**What this task involves**
Return the lines below that contain the word "hidden".

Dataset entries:
☆ ☆ ☆ ☆

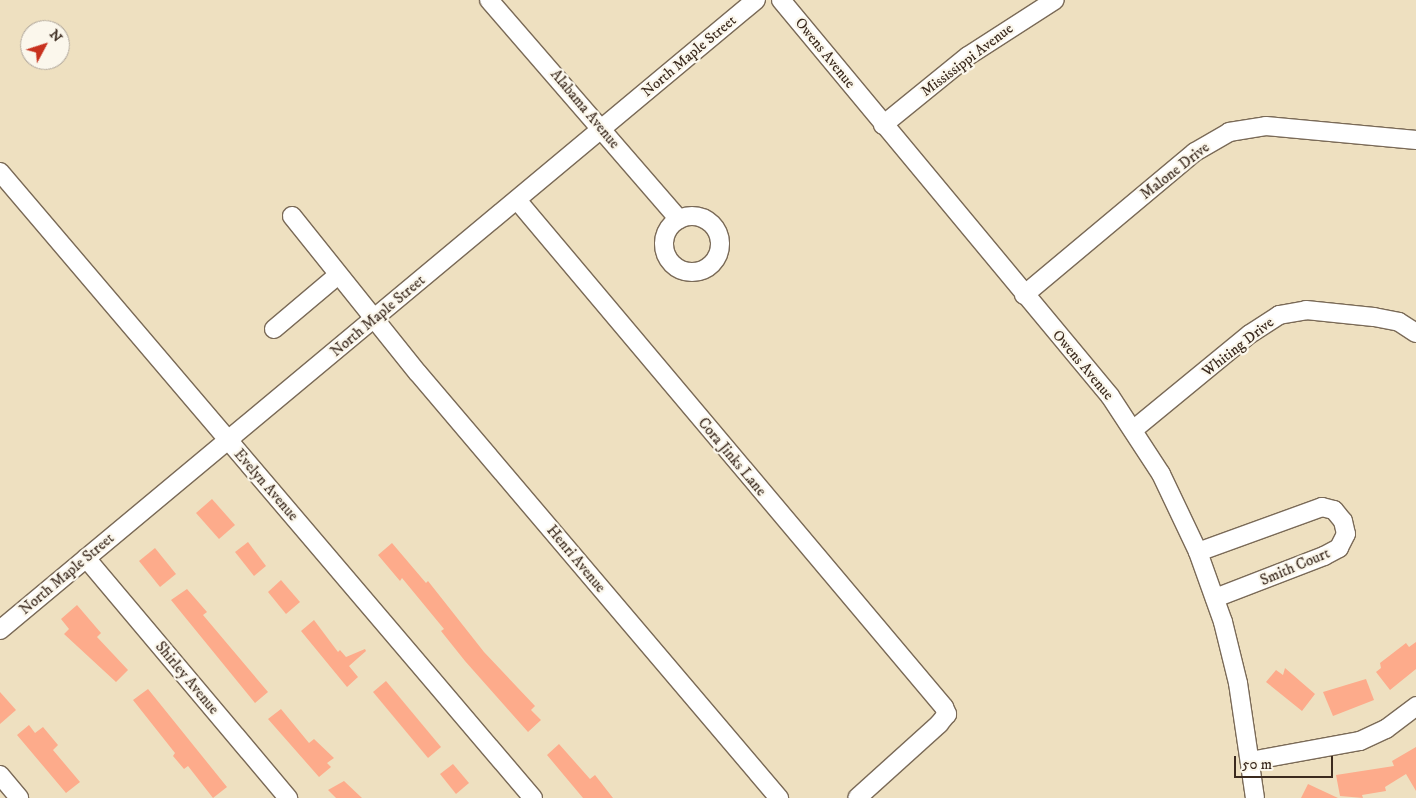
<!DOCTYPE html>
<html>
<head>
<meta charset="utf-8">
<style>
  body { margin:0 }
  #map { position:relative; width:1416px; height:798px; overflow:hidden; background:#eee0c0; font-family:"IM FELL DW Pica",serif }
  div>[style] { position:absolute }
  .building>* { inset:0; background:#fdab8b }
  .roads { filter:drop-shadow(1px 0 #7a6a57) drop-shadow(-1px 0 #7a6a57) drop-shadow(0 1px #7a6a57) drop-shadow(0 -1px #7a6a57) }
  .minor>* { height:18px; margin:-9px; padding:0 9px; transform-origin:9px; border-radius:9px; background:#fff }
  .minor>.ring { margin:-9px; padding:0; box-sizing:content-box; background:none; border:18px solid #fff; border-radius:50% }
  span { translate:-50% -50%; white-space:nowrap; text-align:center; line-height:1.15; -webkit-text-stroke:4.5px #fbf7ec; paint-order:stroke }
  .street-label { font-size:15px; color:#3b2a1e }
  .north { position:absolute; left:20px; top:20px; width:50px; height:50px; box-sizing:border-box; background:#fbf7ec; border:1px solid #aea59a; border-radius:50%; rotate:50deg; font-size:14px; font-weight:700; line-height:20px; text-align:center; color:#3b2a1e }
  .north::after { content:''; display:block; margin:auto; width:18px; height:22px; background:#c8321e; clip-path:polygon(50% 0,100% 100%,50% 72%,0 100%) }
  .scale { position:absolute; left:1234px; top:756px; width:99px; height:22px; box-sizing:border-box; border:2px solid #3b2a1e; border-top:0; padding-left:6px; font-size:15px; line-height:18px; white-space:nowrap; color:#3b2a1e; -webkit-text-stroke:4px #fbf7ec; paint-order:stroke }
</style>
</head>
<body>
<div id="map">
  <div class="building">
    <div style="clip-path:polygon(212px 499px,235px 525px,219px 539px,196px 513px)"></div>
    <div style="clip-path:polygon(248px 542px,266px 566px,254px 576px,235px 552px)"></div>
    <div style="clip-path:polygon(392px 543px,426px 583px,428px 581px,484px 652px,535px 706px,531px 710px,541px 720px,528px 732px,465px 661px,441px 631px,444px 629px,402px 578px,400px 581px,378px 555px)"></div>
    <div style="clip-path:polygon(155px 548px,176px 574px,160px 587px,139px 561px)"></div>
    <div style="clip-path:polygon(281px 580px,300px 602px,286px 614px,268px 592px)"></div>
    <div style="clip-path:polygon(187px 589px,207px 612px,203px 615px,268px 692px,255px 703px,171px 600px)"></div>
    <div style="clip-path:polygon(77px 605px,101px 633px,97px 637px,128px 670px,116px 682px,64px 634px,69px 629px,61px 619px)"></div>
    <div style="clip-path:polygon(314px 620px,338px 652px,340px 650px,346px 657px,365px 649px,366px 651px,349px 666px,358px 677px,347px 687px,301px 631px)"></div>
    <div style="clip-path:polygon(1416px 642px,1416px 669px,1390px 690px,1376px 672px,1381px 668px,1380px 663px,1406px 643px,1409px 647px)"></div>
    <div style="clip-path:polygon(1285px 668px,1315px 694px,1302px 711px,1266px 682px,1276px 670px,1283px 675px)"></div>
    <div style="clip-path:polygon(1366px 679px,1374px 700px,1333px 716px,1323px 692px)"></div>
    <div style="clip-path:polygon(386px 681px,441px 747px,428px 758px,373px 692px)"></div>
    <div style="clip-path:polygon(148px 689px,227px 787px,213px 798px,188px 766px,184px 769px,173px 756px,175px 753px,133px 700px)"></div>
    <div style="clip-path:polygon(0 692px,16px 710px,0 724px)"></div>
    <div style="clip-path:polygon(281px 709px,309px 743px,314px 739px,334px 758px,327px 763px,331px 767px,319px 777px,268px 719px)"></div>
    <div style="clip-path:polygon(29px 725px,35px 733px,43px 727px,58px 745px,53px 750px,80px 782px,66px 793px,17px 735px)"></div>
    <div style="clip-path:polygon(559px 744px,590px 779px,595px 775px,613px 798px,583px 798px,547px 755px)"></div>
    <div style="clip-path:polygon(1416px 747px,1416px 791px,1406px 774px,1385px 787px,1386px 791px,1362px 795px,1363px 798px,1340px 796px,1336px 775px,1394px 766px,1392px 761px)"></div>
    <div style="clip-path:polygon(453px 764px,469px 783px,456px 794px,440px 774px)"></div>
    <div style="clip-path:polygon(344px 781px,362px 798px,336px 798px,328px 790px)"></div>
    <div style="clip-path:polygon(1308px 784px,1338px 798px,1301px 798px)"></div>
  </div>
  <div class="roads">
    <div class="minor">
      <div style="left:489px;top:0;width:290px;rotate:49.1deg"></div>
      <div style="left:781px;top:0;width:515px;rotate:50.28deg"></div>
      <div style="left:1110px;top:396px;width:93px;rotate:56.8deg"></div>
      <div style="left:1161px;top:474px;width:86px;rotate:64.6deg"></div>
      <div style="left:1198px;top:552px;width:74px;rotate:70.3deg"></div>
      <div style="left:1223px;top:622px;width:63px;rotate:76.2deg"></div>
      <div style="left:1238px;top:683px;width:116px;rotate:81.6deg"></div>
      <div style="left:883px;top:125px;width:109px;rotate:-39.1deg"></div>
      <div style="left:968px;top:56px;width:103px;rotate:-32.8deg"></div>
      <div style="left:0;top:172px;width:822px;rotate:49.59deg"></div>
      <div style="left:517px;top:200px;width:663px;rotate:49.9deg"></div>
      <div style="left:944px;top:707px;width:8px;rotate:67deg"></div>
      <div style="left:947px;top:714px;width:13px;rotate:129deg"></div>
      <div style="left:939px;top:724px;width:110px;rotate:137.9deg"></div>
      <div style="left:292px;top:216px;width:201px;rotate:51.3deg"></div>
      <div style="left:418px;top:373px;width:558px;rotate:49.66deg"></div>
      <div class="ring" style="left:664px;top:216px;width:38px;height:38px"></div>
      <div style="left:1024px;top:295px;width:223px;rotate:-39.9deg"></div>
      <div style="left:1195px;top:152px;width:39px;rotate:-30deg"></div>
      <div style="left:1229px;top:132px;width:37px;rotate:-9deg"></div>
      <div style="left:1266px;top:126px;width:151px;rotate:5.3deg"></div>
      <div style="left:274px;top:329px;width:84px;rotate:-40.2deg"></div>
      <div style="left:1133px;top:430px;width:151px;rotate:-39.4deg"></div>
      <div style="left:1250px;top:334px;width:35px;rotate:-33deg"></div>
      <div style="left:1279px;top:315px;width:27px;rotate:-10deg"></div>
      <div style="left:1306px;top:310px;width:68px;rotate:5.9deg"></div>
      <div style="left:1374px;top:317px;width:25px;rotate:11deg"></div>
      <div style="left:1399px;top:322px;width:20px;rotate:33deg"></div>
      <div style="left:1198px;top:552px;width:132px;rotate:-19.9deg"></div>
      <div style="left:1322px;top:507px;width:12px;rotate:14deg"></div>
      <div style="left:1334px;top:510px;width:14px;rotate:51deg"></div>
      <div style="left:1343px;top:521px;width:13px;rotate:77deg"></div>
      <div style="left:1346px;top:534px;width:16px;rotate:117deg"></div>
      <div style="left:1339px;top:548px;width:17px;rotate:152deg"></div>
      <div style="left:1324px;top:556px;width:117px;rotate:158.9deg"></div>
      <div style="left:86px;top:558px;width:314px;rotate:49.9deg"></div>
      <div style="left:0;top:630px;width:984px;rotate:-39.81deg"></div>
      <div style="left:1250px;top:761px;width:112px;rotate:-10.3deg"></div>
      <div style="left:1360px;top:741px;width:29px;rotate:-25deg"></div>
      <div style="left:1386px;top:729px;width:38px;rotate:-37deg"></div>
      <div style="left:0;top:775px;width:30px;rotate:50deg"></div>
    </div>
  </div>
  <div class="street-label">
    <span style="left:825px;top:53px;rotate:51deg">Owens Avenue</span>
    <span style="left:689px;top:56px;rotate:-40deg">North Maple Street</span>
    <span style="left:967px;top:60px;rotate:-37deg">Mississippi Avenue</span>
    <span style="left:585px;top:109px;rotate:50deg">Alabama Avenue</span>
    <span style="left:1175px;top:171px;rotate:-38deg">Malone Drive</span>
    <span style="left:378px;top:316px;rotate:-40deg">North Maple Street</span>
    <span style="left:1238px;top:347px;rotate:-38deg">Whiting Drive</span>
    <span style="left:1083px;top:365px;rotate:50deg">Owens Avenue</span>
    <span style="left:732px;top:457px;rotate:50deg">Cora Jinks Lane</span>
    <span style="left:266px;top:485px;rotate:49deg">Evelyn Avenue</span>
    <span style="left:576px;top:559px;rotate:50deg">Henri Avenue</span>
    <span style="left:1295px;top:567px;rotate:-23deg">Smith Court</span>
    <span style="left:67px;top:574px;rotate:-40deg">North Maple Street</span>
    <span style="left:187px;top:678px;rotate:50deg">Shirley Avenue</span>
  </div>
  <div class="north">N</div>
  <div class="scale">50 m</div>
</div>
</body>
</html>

☆ ☆ ☆ ☆

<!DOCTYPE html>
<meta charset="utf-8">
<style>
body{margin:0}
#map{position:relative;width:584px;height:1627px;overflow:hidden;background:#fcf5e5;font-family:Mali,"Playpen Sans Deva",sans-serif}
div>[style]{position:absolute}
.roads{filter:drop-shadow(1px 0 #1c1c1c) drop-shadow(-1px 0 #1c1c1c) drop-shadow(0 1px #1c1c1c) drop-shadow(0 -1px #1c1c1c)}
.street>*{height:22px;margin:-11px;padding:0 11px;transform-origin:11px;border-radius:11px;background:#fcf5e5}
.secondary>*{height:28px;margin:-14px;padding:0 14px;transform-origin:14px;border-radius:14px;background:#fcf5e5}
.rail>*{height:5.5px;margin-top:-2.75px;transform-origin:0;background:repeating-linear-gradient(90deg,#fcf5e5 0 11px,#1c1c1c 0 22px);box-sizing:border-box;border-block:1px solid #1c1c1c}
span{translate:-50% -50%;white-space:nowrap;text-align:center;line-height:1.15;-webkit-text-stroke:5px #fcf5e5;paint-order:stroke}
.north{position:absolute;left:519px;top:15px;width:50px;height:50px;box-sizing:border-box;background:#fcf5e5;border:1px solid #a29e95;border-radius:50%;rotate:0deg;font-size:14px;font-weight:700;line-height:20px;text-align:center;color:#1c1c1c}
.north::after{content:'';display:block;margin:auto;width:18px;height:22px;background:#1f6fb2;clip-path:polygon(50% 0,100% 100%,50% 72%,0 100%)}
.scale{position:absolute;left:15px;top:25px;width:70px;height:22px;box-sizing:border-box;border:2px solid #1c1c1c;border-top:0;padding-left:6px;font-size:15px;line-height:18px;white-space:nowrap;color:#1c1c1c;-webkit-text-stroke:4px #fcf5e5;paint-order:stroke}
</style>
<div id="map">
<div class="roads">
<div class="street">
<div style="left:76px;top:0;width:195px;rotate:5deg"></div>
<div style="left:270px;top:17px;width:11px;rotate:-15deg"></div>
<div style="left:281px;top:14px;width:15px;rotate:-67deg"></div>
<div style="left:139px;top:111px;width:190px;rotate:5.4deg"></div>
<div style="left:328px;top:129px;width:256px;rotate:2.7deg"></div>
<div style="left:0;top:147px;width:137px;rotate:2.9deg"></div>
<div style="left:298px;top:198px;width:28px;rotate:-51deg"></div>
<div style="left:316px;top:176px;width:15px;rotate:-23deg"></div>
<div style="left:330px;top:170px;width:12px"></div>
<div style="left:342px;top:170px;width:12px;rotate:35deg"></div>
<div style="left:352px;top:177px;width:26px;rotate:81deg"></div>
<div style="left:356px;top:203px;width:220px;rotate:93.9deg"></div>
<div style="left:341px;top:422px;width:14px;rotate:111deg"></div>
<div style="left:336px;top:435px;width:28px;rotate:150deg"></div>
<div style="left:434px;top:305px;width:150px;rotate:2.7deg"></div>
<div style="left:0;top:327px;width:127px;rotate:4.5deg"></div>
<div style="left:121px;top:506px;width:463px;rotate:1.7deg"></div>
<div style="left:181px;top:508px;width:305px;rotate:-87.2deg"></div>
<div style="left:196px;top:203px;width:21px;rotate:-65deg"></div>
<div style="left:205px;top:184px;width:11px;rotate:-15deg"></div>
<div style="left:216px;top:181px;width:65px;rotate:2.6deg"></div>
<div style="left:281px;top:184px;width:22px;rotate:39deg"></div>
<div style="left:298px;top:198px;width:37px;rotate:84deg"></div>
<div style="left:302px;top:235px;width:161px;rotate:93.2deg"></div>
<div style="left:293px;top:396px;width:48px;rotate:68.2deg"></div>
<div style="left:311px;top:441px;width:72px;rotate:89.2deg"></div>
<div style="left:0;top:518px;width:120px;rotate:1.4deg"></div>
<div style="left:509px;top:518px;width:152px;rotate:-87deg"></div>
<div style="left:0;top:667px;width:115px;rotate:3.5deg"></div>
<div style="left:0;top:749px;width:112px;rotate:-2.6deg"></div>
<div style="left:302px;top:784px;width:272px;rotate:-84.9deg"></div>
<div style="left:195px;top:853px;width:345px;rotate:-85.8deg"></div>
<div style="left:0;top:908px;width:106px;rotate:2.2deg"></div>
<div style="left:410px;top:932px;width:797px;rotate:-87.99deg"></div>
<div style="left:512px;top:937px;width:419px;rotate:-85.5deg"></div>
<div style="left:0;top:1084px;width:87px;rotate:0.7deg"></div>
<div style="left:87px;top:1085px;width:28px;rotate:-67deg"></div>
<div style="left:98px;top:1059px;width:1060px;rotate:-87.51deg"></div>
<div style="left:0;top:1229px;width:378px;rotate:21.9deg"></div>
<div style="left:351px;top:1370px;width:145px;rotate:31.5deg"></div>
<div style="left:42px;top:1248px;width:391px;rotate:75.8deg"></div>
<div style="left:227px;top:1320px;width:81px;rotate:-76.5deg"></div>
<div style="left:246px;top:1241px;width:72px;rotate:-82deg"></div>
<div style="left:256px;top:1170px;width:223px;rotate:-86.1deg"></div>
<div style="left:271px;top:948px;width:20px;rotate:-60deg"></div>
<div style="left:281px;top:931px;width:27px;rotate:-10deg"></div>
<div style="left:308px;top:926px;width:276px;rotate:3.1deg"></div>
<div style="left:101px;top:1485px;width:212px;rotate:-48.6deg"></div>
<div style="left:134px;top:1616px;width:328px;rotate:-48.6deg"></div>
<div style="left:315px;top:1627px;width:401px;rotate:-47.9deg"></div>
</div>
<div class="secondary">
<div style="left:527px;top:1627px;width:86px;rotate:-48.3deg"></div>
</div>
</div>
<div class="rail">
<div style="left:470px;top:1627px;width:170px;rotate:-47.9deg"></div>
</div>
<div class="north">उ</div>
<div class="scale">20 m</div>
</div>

☆ ☆ ☆ ☆

**Finished task**
  #map { position:relative; width:1416px; height:798px; overflow:hidden; background:#eee0c0; font-family:"IM FELL DW Pica",serif }
#map{position:relative;width:584px;height:1627px;overflow:hidden;background:#fcf5e5;font-family:Mali,"Playpen Sans Deva",sans-serif}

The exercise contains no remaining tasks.